In addition, of the plurality of terminal blocks 79, R, S, T terminals are connected to commercial three-phase power, and U, V, W terminals are connected to the power terminals of the elevator 90 control panel. In addition, the N terminal is connected to the isolation transformer 75, and the E terminal is connected to the ground (GND).

The control unit 81 determines the operating state of the elevator 90 by using an input signal input from the signal input/output unit 87 . When it is determined that the elevator 90 is operating normally, the control unit 81 controls the motor control panel-A to be in the on state and the motor control panel-B to the off state so that the commercial power source 91 is charged in the supercapacitor module 71, If it is determined that it is an emergency operation, the auxiliary power is output to the elevator 90 by controlling the motor control panel-A to the off state and the motor control panel-B to the on state. Here, when the energy of the supercapacitor module 71 is full, the controller 81 may control the motor control panel-A to be turned off and the motor control panel-B to be turned off.

In the case of emergency operation, the control unit 81 determines an arrival floor on which the boarding car 96 is to be lifted, and generates a control signal for controlling the lift. Here, the generated control signal is transmitted to the elevator 90 through the signal input/output unit 87 . The controller 81 may generate a control signal to determine the arrival floor of the boarding car 96 as the floor closest to the current location. In detail, the control unit 81 compares the weight of the vehicle 96 and the counterweight 97, and when the vehicle 96 is light, it is moved to the nearest floor in the ascending direction, and the vehicle 96 is heavy. In this case, it can be controlled to move to the nearest floor in the descending direction.

The control unit 81 may generate a status signal and an alarm signal. The control unit 81 generates a status signal including the current operation mode state, the voltage, current, power state, and failure state of the supercapacitor module 71 , and then transmits it to the remote monitoring unit 89 . In addition, the control unit 81 generates a status signal including an alarm such as emergency operation start, progress, and end, and transmits it to the remote monitoring unit 89 .

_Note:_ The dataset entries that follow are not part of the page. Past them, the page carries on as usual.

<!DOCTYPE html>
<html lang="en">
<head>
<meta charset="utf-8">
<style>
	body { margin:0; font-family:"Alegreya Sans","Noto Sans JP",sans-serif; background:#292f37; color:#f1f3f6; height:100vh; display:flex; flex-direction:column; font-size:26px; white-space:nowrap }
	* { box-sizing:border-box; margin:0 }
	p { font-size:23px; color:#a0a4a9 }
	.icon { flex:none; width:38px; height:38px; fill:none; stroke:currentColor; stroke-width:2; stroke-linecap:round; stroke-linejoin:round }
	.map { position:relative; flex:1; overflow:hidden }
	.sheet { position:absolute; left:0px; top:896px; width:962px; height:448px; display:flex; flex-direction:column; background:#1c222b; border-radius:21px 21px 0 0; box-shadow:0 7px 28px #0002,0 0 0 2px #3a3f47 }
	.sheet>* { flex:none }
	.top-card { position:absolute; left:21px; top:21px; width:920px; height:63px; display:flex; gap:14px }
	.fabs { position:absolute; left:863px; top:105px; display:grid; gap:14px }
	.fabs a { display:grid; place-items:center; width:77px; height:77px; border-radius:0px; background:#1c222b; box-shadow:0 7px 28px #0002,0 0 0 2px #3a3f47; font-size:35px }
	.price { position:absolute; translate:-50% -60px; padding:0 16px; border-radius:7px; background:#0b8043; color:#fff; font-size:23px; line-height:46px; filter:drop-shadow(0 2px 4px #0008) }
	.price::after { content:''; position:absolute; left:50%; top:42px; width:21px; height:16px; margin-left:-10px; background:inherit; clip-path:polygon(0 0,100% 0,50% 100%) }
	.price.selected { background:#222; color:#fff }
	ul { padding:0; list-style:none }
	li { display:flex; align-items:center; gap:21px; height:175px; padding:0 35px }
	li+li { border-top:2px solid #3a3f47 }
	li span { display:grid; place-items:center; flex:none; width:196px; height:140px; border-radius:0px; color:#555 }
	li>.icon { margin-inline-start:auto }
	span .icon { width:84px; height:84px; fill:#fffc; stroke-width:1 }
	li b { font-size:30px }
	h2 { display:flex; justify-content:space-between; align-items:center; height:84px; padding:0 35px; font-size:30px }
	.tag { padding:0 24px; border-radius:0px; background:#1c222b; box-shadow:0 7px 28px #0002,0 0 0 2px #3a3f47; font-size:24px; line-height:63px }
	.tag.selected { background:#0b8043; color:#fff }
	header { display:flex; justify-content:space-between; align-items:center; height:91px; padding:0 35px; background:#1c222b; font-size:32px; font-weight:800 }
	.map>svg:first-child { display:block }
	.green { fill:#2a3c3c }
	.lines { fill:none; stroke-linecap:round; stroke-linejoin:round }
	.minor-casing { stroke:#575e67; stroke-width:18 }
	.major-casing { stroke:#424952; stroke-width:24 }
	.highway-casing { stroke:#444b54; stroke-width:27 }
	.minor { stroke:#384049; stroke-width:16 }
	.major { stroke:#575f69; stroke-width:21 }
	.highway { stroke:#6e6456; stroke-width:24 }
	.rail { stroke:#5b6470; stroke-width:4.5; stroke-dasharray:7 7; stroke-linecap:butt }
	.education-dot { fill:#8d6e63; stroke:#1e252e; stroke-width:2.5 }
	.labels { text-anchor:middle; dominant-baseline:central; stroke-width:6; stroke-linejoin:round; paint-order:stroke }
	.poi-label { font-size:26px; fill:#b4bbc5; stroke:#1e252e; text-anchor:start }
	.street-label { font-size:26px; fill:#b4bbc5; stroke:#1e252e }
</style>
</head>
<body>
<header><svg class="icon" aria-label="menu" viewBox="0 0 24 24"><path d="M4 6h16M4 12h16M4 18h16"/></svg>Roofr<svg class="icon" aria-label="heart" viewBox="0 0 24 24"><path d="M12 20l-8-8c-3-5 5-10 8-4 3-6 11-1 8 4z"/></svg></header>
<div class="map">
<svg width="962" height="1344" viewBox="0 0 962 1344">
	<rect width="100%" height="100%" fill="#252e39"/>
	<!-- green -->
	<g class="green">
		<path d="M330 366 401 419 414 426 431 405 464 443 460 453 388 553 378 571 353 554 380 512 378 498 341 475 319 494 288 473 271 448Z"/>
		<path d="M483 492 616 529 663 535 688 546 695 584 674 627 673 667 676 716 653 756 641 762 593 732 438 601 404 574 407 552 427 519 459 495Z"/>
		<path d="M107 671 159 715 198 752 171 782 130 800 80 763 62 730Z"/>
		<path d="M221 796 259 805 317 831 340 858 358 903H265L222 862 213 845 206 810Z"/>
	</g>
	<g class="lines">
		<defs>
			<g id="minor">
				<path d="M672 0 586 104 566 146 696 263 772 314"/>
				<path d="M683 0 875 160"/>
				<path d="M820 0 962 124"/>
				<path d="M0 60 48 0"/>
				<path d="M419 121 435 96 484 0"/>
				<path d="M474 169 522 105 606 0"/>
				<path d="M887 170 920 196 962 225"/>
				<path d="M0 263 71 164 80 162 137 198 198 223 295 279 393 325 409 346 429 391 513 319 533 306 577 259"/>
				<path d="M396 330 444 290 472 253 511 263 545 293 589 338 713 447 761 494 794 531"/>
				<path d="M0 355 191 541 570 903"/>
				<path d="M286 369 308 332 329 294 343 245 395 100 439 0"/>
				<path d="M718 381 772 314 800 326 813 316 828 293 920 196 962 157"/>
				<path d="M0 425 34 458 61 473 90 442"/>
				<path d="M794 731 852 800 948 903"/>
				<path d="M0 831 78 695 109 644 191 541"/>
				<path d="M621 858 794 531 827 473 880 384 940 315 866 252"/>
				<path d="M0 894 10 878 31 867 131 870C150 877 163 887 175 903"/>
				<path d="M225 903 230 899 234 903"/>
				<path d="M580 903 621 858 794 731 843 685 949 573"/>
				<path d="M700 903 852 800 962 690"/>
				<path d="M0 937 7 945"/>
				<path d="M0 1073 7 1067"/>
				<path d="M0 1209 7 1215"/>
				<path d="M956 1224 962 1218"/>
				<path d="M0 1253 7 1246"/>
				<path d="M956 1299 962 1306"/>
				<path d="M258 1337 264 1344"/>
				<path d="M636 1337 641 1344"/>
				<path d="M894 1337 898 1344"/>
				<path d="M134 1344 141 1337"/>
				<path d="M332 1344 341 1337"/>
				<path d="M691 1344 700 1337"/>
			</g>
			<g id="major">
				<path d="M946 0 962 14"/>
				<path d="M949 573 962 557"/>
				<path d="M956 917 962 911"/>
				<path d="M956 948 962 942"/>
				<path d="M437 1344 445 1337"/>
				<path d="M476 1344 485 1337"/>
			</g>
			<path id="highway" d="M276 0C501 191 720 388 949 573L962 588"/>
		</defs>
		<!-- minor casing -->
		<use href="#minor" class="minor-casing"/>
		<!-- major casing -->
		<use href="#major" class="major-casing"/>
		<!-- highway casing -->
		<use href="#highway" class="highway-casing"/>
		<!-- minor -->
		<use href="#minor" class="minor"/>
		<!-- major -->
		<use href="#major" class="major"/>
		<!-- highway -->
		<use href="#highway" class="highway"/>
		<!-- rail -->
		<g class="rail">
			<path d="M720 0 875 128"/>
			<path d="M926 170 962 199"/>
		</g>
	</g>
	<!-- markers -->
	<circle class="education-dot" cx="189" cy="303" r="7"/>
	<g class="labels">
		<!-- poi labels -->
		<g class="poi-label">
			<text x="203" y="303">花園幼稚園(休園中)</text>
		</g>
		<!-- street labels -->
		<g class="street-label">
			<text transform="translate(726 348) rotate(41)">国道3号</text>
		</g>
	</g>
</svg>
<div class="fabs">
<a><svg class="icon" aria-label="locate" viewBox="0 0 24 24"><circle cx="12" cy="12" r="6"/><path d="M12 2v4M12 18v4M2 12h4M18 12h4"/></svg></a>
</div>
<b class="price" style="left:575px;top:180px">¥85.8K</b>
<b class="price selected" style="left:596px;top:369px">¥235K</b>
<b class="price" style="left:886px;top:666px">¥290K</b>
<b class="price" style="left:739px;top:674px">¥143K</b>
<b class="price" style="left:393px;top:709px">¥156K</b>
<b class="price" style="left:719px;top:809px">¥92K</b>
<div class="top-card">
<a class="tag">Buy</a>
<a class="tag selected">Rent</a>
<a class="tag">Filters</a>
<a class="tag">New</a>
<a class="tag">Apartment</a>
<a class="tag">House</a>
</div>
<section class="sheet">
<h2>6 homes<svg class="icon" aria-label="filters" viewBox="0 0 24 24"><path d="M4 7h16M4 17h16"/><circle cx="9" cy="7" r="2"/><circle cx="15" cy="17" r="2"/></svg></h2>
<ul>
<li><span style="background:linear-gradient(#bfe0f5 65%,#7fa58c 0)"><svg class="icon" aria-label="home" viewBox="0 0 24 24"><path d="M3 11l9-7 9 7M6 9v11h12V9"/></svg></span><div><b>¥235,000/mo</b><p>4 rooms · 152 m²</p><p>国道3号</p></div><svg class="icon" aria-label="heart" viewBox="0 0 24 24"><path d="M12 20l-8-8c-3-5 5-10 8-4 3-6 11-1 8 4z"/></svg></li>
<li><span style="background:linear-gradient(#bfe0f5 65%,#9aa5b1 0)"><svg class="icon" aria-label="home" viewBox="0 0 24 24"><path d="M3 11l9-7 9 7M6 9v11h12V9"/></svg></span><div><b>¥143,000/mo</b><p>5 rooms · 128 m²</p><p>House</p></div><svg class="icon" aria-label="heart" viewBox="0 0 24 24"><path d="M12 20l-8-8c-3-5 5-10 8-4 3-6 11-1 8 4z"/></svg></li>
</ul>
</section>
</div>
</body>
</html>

The remote monitoring unit 89 outputs information about the status signal and the alarm signal generated from the control unit 81 . The remote monitoring unit 89 may include various display devices such as a liquid crystal display, a monitor, and a 7-secmat.

The supercapacitor 72 used in the emergency rescue operation device 70 according to the present embodiment will be described with reference to FIGS. 3 to 5 . 3 is a view for explaining a supercapacitor of the supercapacitor module of FIG. 2 , FIG. 4 is an enlarged view of part A of FIG. 3 , and is a view for explaining a state in which the upper terminal plate is fixed to the upper part of the case, FIG. It is a view explaining the gas discharge part of FIG.

3 to 5 , the supercapacitor 72 according to the present embodiment includes a power storage element 10 , a lower terminal plate 20 , a tubular case 30 made of a metal material, an upper terminal plate 40 , and It includes a gasket 60 made of a rubber material. The power storage element 10 stores electrochemical energy. The lower terminal plate 20 is bonded to the lower portion of the power storage element 10 . The case 30 has an open part 31 formed on one side, and the power storage element 10 is inserted through the opening part 31 so that the lower terminal plate 20 faces the bottom. The upper terminal plate 40 is inserted into the opening 31 of the case 30 and electrically connected to the power storage element 10 , and is fixed by beading and curling to the upper end of the case 30 . . And the gasket 60 is interposed between the upper terminal plate 40 and the case 30 .

According to the shape of the case 30 according to the present embodiment, the supercapacitor 72 has been described as having a cylindrical structure, but it may also be implemented in the shape of a square column.

Here, the power storage element 10 includes a winding core 11 and an electrode stack 13 wound around the winding core 11 . A bottom inner plate 15 and a top inner plate 17 are bonded to the lower and upper portions of the electrode stack 13 , respectively.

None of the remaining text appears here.